No Brasil, o termo em inglês “cunt”, originalmente um insulto misógino para a genitália feminina, passou a ser apropriado pela população LGBTQIA+ e pela cultura ballroom como forma de afirmação coletiva. “Se não apaga a intenção ofensiva original, passou a funcionar como ‘afirmação coletiva’ da comunidade LGBTQIA+”, aponta reportagem do O Globo.

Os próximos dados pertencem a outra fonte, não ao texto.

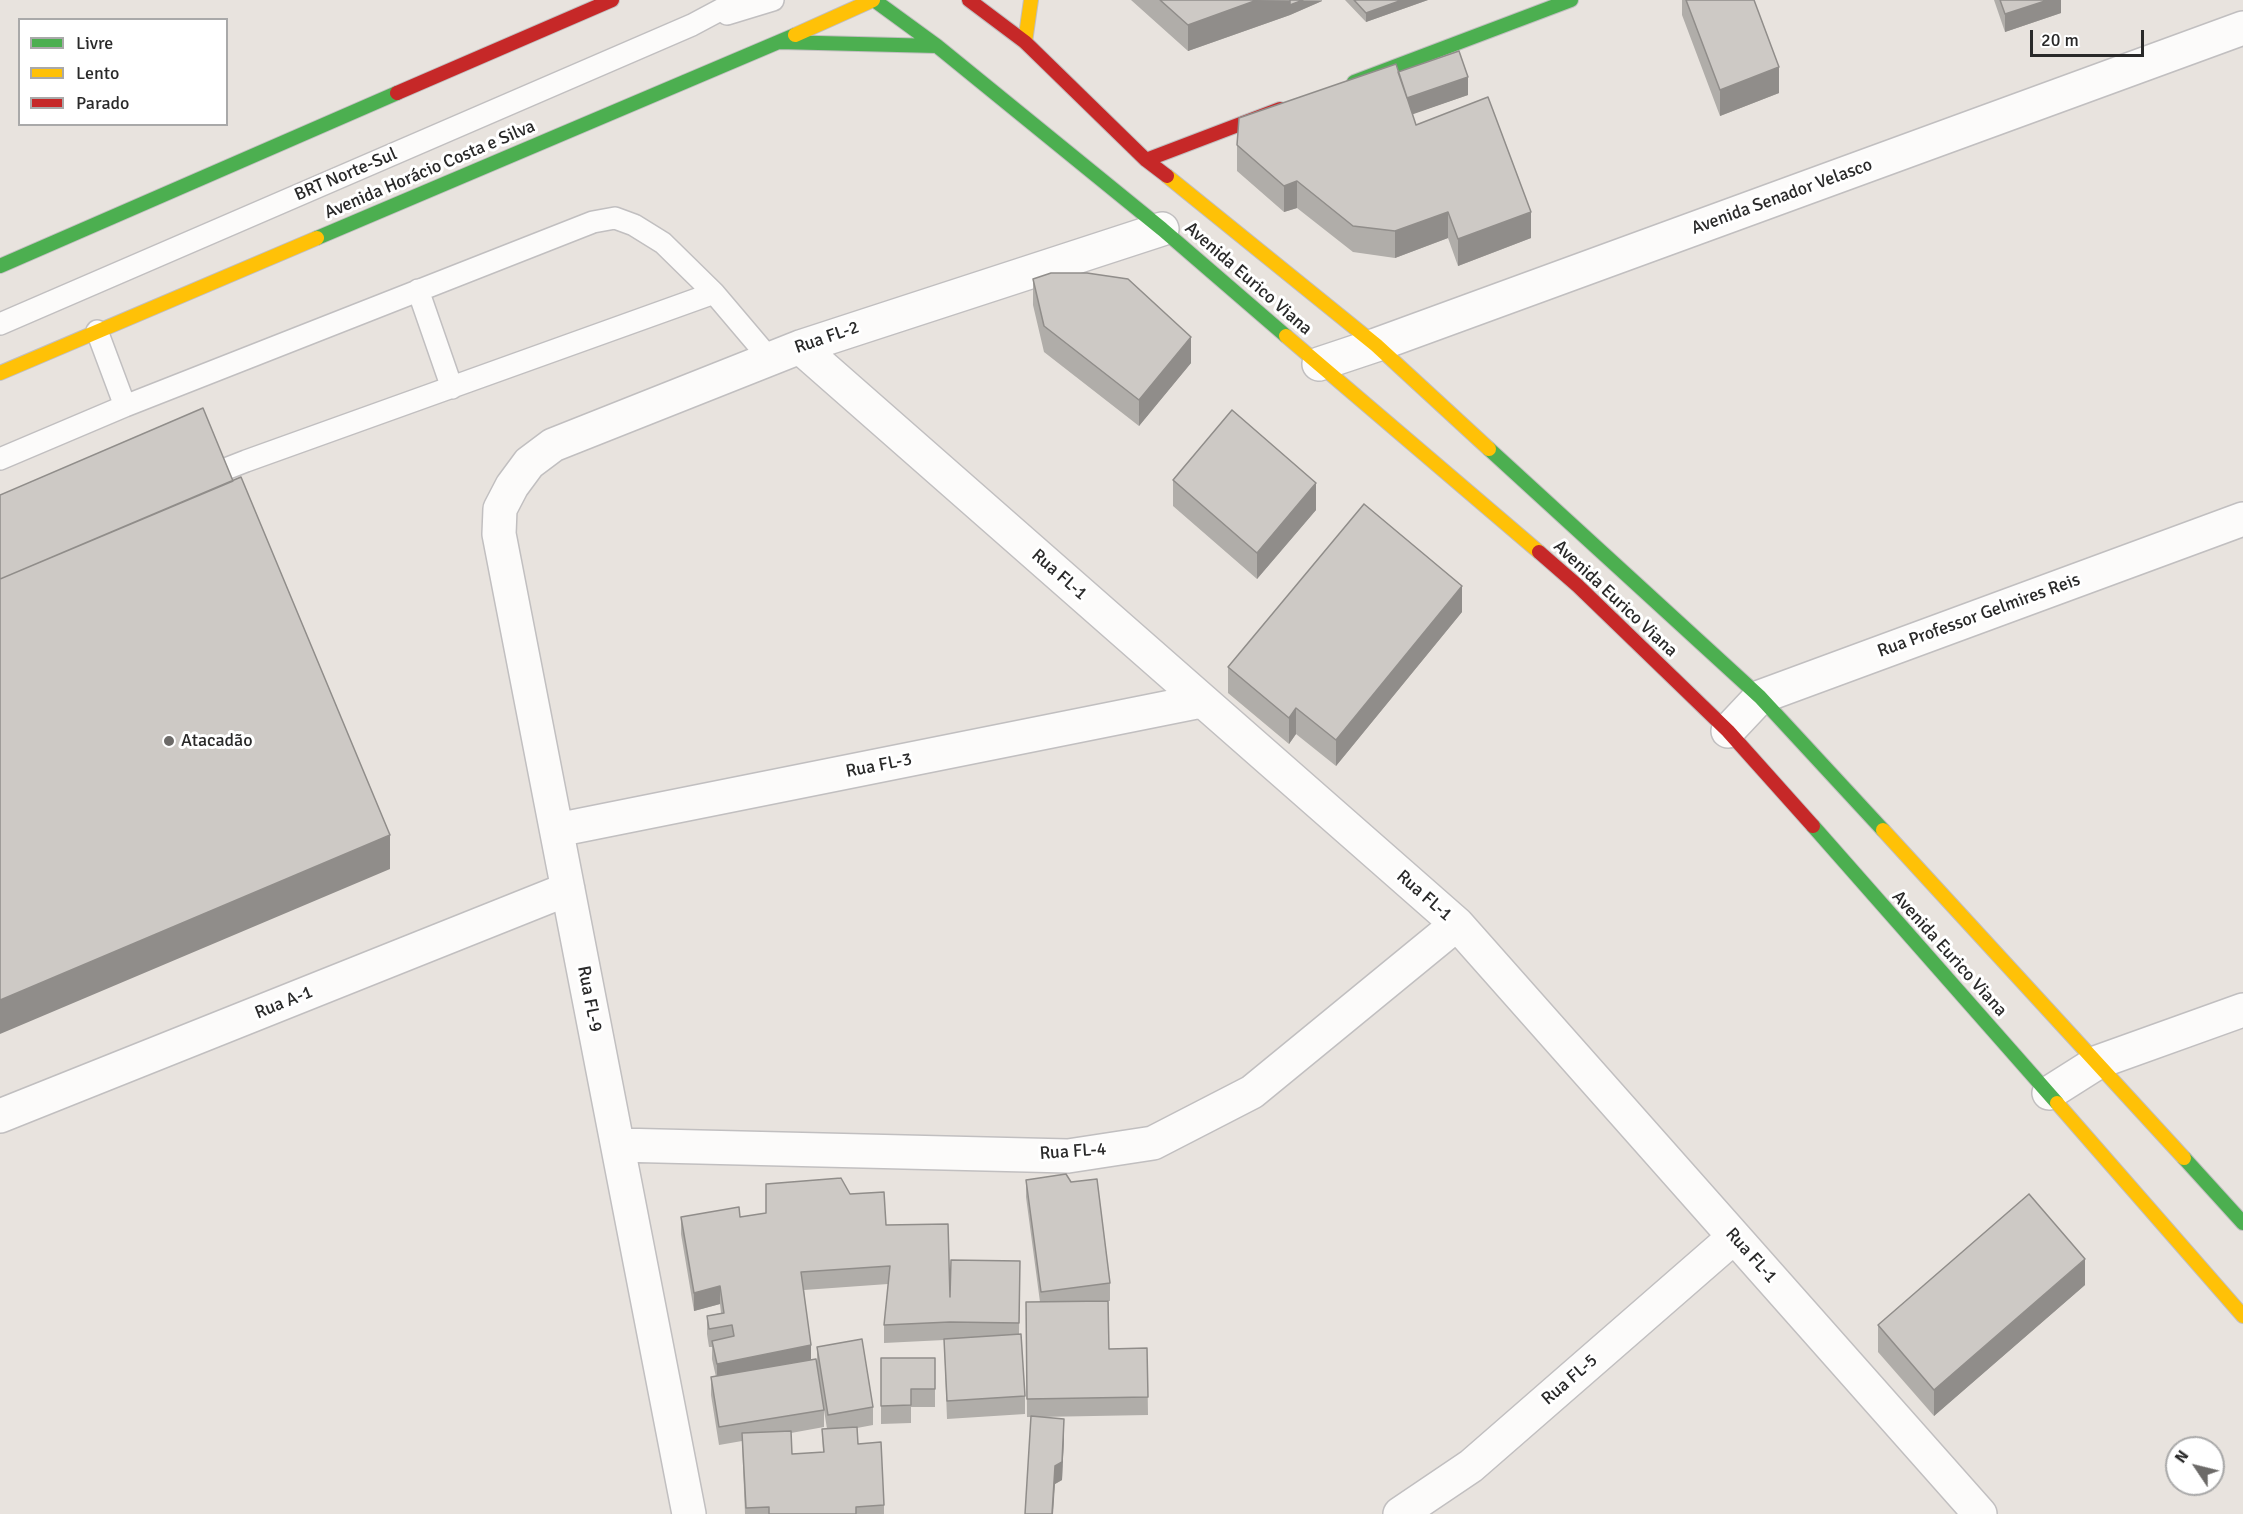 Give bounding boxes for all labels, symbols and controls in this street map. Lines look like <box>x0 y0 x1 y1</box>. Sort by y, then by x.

Na cena queer brasileira, a expressão “servir cunt” descreve a postura de vestir-se de forma ousada, transmitindo confiança, atitude e questionamento de padrões de beleza. Peças como camisas de time, roupas oversized e estampas de animais são elementos frequentes dessa estética.

Origem do termo misógino
O termo “cunt” tem origem inglesa e sempre foi usado como insulto misógino, direcionado a mulheres ou pessoas consideradas desprezíveis. Historicamente, a palavra carrega uma intenção de inferiorizar, humilhar e objetificar a mulher, reduzindo sua identidade à genitália. Por séculos, seu uso foi associado à agressão verbal, reforçando a cultura patriarcal que marginaliza corpos femininos e reforça estereótipos de submissão e desvalorização.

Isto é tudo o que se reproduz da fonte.